→ **Your task**
Look through the listing below, and wherever a line has the string "university", pull it out.

-.-.-

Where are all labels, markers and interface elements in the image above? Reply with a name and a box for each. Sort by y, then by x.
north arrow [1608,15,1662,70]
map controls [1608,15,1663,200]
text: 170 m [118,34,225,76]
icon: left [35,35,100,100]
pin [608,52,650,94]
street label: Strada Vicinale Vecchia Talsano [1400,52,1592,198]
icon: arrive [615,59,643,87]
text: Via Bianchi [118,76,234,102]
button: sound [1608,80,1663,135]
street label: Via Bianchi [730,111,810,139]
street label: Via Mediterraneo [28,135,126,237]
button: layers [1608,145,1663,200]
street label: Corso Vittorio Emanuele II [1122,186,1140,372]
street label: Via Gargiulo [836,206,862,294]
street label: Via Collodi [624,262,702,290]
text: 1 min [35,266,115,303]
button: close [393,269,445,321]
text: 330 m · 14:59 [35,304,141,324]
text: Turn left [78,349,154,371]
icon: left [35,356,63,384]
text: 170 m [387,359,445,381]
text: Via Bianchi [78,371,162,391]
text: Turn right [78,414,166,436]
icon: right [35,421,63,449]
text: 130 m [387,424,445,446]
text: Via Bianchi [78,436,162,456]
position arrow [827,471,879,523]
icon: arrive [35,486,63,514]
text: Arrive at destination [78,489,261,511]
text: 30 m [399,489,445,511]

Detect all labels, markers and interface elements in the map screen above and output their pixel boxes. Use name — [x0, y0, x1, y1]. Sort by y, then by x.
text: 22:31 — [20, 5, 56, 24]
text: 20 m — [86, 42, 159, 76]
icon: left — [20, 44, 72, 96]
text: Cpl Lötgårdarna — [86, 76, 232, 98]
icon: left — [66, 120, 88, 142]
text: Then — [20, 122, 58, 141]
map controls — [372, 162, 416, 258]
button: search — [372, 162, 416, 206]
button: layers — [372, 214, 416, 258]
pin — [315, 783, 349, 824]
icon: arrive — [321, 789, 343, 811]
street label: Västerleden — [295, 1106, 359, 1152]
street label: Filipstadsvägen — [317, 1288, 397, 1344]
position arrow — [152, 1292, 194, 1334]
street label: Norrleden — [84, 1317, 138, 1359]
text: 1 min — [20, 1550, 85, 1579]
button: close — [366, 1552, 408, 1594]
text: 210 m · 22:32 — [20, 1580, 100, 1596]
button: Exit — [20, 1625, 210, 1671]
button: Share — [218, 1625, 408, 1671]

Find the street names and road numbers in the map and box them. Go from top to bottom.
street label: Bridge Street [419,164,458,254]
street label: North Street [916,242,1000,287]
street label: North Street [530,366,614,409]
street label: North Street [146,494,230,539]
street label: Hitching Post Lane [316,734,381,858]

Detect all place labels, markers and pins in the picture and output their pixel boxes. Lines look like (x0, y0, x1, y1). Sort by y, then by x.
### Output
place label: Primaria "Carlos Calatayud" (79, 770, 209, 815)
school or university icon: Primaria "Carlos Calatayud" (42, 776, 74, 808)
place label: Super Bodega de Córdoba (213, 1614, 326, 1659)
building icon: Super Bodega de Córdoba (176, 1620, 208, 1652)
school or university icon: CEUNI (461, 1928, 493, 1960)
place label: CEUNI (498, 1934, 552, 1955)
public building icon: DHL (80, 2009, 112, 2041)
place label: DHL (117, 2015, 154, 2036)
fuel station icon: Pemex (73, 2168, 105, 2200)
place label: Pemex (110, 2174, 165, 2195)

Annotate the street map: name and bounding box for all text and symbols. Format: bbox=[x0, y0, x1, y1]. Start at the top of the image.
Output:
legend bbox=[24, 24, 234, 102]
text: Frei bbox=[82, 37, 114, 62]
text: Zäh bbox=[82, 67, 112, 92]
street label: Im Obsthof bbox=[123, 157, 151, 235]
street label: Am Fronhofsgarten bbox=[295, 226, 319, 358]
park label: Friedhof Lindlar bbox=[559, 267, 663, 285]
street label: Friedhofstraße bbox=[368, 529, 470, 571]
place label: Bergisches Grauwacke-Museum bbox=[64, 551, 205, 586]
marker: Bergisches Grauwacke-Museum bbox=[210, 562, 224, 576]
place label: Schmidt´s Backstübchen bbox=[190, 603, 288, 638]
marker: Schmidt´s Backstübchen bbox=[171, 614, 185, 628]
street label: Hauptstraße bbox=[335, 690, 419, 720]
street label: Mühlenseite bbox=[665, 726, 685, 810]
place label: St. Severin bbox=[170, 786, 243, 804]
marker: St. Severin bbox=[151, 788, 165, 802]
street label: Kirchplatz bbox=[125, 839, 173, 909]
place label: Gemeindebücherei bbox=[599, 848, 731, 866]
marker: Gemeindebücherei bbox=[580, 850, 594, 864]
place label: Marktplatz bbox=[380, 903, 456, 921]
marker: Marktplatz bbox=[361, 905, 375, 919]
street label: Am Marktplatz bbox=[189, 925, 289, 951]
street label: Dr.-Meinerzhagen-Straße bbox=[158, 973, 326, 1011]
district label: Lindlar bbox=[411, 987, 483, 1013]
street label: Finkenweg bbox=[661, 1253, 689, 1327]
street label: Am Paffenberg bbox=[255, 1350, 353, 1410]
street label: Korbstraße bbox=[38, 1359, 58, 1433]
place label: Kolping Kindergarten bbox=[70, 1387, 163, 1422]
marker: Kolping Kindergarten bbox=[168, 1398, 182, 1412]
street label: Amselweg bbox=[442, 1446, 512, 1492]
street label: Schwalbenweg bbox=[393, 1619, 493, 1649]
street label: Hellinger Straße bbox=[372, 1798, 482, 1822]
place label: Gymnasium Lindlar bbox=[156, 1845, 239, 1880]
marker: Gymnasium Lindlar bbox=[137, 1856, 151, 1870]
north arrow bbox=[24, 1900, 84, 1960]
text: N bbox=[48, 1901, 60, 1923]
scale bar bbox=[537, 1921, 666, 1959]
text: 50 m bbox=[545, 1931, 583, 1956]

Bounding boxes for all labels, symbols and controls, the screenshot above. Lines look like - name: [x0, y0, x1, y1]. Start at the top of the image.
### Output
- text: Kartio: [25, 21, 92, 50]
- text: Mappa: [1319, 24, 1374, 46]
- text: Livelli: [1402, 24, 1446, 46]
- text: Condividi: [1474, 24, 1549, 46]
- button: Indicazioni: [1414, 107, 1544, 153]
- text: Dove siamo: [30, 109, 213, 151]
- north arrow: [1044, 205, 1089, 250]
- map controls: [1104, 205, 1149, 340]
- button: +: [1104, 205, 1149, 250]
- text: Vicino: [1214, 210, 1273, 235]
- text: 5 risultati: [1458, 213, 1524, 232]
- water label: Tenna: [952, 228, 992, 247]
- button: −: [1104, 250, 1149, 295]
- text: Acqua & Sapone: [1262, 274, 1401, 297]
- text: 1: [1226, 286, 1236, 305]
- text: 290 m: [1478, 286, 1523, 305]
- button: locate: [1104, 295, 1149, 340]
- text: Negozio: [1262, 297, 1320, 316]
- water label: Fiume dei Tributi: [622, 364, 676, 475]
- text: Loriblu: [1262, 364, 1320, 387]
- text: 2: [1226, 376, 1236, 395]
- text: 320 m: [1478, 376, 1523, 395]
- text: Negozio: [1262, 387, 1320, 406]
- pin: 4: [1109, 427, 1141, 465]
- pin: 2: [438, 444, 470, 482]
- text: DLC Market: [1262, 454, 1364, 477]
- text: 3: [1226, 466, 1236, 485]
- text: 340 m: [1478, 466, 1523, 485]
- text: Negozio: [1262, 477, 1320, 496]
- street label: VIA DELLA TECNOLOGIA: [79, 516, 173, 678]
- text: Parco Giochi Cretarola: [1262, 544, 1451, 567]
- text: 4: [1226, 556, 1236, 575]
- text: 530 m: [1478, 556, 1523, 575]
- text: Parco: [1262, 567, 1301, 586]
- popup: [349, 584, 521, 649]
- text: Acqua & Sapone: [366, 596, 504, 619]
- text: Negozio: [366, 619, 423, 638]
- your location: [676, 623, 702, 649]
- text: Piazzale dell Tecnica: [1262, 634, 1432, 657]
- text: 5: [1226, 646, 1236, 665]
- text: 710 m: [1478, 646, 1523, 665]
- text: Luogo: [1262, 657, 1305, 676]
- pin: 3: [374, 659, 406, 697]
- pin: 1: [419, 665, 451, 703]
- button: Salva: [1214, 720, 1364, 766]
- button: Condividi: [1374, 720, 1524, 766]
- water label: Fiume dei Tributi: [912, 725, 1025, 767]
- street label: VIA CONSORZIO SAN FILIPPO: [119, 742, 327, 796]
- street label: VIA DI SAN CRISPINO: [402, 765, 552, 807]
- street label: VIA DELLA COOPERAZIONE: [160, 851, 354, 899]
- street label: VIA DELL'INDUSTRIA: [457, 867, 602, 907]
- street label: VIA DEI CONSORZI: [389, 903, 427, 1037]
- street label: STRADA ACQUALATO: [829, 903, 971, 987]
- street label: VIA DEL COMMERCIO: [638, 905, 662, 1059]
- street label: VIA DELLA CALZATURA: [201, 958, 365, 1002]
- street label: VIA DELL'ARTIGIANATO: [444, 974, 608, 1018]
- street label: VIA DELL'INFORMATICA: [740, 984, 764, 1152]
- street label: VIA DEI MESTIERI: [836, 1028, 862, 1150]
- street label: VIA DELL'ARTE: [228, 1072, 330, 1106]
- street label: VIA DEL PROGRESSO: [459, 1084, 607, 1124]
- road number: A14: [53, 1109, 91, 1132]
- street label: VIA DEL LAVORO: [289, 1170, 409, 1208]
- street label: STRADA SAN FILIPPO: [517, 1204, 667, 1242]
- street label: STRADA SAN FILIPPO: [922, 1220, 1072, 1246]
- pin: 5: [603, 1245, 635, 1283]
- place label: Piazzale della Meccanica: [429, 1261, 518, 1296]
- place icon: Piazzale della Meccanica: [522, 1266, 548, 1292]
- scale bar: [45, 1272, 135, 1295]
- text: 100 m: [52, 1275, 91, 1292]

-.-.-

→ **Response**
school or university icon: Primaria "Carlos Calatayud" (42, 776, 74, 808)
school or university icon: CEUNI (461, 1928, 493, 1960)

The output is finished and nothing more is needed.